We shall be interested in the point of application of the forces. Figure 10 is a close-up of the ellipse shown in figure 1. The black dots represent points along the ellipse, equally spaced in time. The midpoint in time is highlighted in red. The unfilled blue circle represents the average of these points, averaged over two adjacent sectors as shown.
Note the contrast: If you average the times for these 25 points and find the position corresponding to that time, you get the red dot. However, if you average the 25 positions directly, you get the blue circle. In other words, the time-averaged position is not equal to the instananeous position. This means that approximation #1 as given above is only an approximation. It might converge to the exact answer “in the limit” but otherwise it’s not exact.
We shall also be interested in the magnitude and direction of the forces. Figure 11 shows the orbit and also the forces at various points. Each instantaneous force vector is represented by a black arrow. You can see that when the orbit is near the sun, the forces are larger, in proportion to 1/r^{2}, in accordance with Newton’s law of universal gravitation. You can also see that each of the forces is directed toward the sun, again in accordance with Newton’s law of universal gravitation.
The black arrows in figure 11 are doing double duty: The midpoint of each black arrow is colocated with the point of application. (This sort of double duty can sometimes be used to simplify a diagram, but it should be used with caution, because it blurs the concept of point-of-application with the concept of direction-and-magnitude.)
We can average the vectors, averaging over two sectors, to get the average vector shown in blue in figure 12. The point of application is wrong, as already discussed, and furthermore the force itself is wrong as to direction and magnitude.

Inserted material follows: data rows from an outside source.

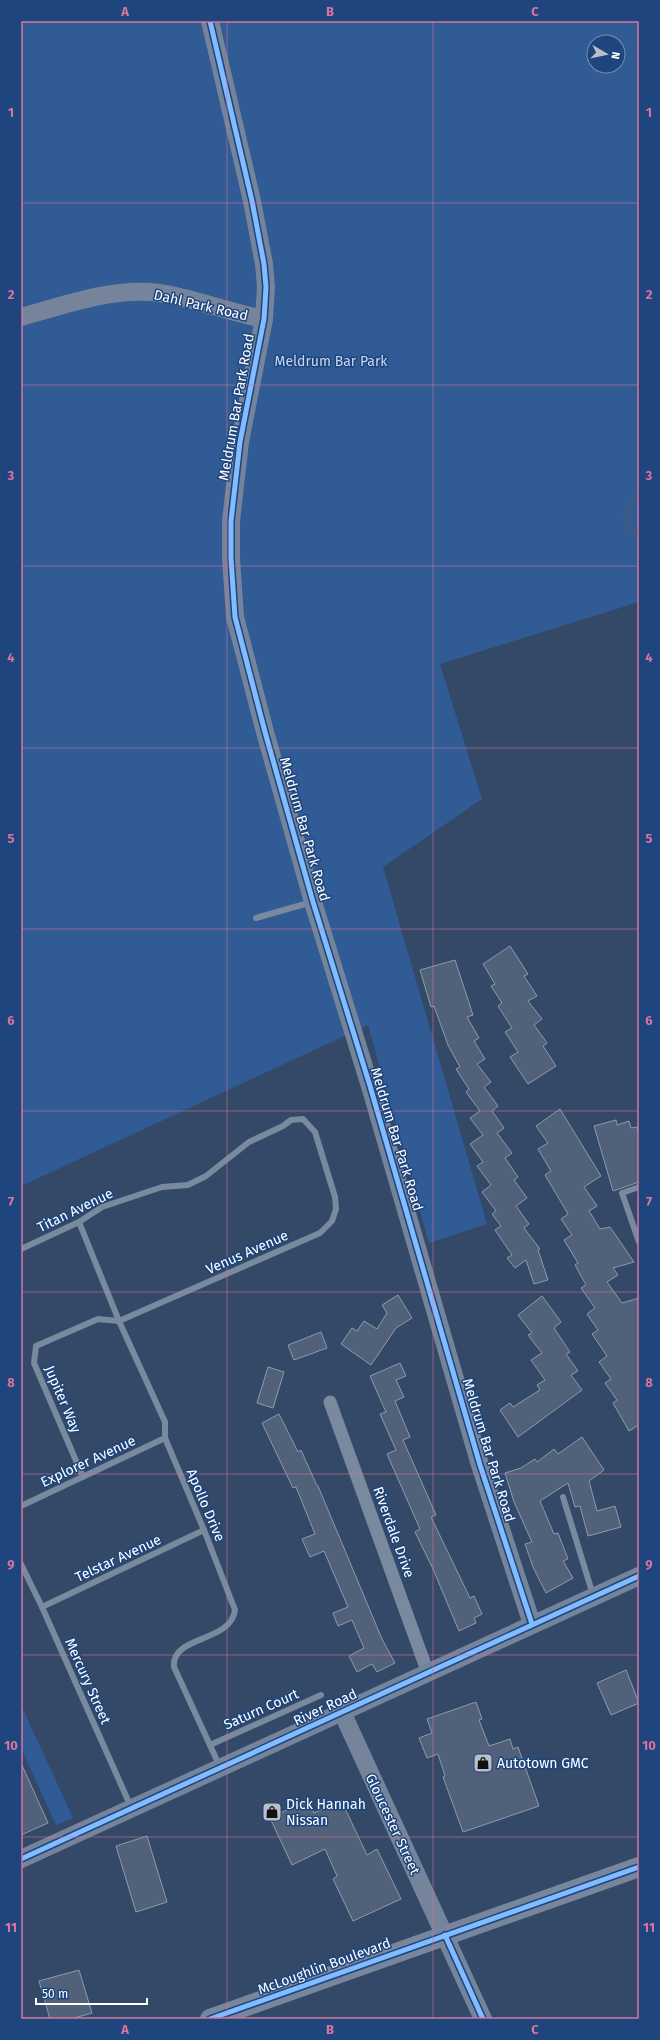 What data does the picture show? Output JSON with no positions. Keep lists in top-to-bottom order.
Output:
{
  "streets": {
    "main road": ["McLoughlin Boulevard"],
    "street": [
      "Dahl Park Road",
      "Meldrum Bar Park Road",
      "Riverdale Drive",
      "River Road",
      "Gloucester Street"
    ],
    "lane": [
      "Titan Avenue",
      "Venus Avenue",
      "Jupiter Way",
      "Explorer Avenue",
      "Apollo Drive",
      "Telstar Avenue",
      "Mercury Street",
      "Saturn Court"
    ]
  },
  "crossings": [
    ["Dahl Park Road", "Meldrum Bar Park Road"],
    ["Meldrum Bar Park Road", "River Road"],
    ["Titan Avenue", "Venus Avenue"],
    ["Titan Avenue", "Apollo Drive"],
    ["Venus Avenue", "Jupiter Way"],
    ["Venus Avenue", "Apollo Drive"],
    ["Jupiter Way", "Explorer Avenue"],
    ["Jupiter Way", "Apollo Drive"],
    ["Explorer Avenue", "Apollo Drive"],
    ["Apollo Drive", "Telstar Avenue"],
    ["Apollo Drive", "River Road"],
    ["Apollo Drive", "Saturn Court"],
    ["Riverdale Drive", "River Road"],
    ["Telstar Avenue", "Mercury Street"],
    ["Mercury Street", "River Road"],
    ["River Road", "Gloucester Street"],
    ["Gloucester Street", "McLoughlin Boulevard"]
  ],
  "parks": ["Meldrum Bar Park"],
  "places": {
    "shop": ["Autotown GMC", "Dick Hannah Nissan"]
  },
  "scale_bar": "50 m",
  "north": "right",
  "grid": {
    "columns": ["A", "B", "C"],
    "rows": [
      "1",
      "2",
      "3",
      "4",
      "5",
      "6",
      "7",
      "8",
      "9",
      "10",
      "11"
    ]
  }
}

It’s not off by much, but it is definitely off, as you can see in the close-up in figure 13. In other words, the time-averaged force is not equal to the instantaneous force. That means approximation #2 as given above is only an approximation. It might converge to the exact answer “in the limit” but otherwise it’s not exact.
Figure 14 shows the same situation as figure 13. The only^{1} difference is that we have relocated the blue vector so you can more easily compare it to the nearby black vector. You can see that difference in magnitudes is rather small, while the difference in directions is not quite so small. ^{2}
From this we conclude that we are nowhere near having a high-school geometry-style proof of Kepler’s equal-area law. Maybe such a proof exists, but I have never seen any such thing. The idea of limits belongs to calculus, not to high-school geometry. This situation is part of what motivated Newton to invent calculus. See however section 5.5.
Limits are a tool. Like any tool, they can be used properly or improperly. In particular, simply increasing the number of edges on a polygon is nowhere near sufficient to guarantee that the approximations enumerated above converge to the right answer. For example, for a sufficiently unsteady central force, the time-averaged force at the corners of the polygon might never converge to the instantaneous force. Similarly, for a sufficiently non-smooth path, the instantaneous position at the corners might never converge to the time-averaged position.
Here’s how the tool can go wrong: Suppose there is a smallish error, such as we see in figure 11 or figure 13. As we increase the number of sides on the polygon, making each side smaller, the error gets smaller ... but that’s not good enough! The problem is, there are more sides and therefore more errors. A large number of small errors might add up to a big problem. To make the limit work, you have to prove that the errors get small fast enough, sufficiently fast that even when you add them up, the total gets smaller and smaller, and indeed goes to zero as we pass to the limit. To repeat:
Therefore we cannot accept the argument given in reference 3. It purports to prove using polygons that the result holds for any central force. First of all: If you are making an argument that depends on taking the limit, you have to actually say that. Then you have to actually do the work to show that the total error goes to zero. Now it turns out that using calculus ideas you can prove that the actual 1/r^{2} force field is sufficiently well behaved, and you can prove that the actual path of the planet is sufficiently well behaved. Still, you have to actually do the work to prove that; you can’t just tacitly assume it.
It’s also wrong to suggest that high-school geometry methods suffice to prove the general result for an arbitrary central force-field and an arbitrary trajectory. If you mean to restrict the result to some kind of well-behaved force-fields and well-behaved trajectories, you have to actually say that.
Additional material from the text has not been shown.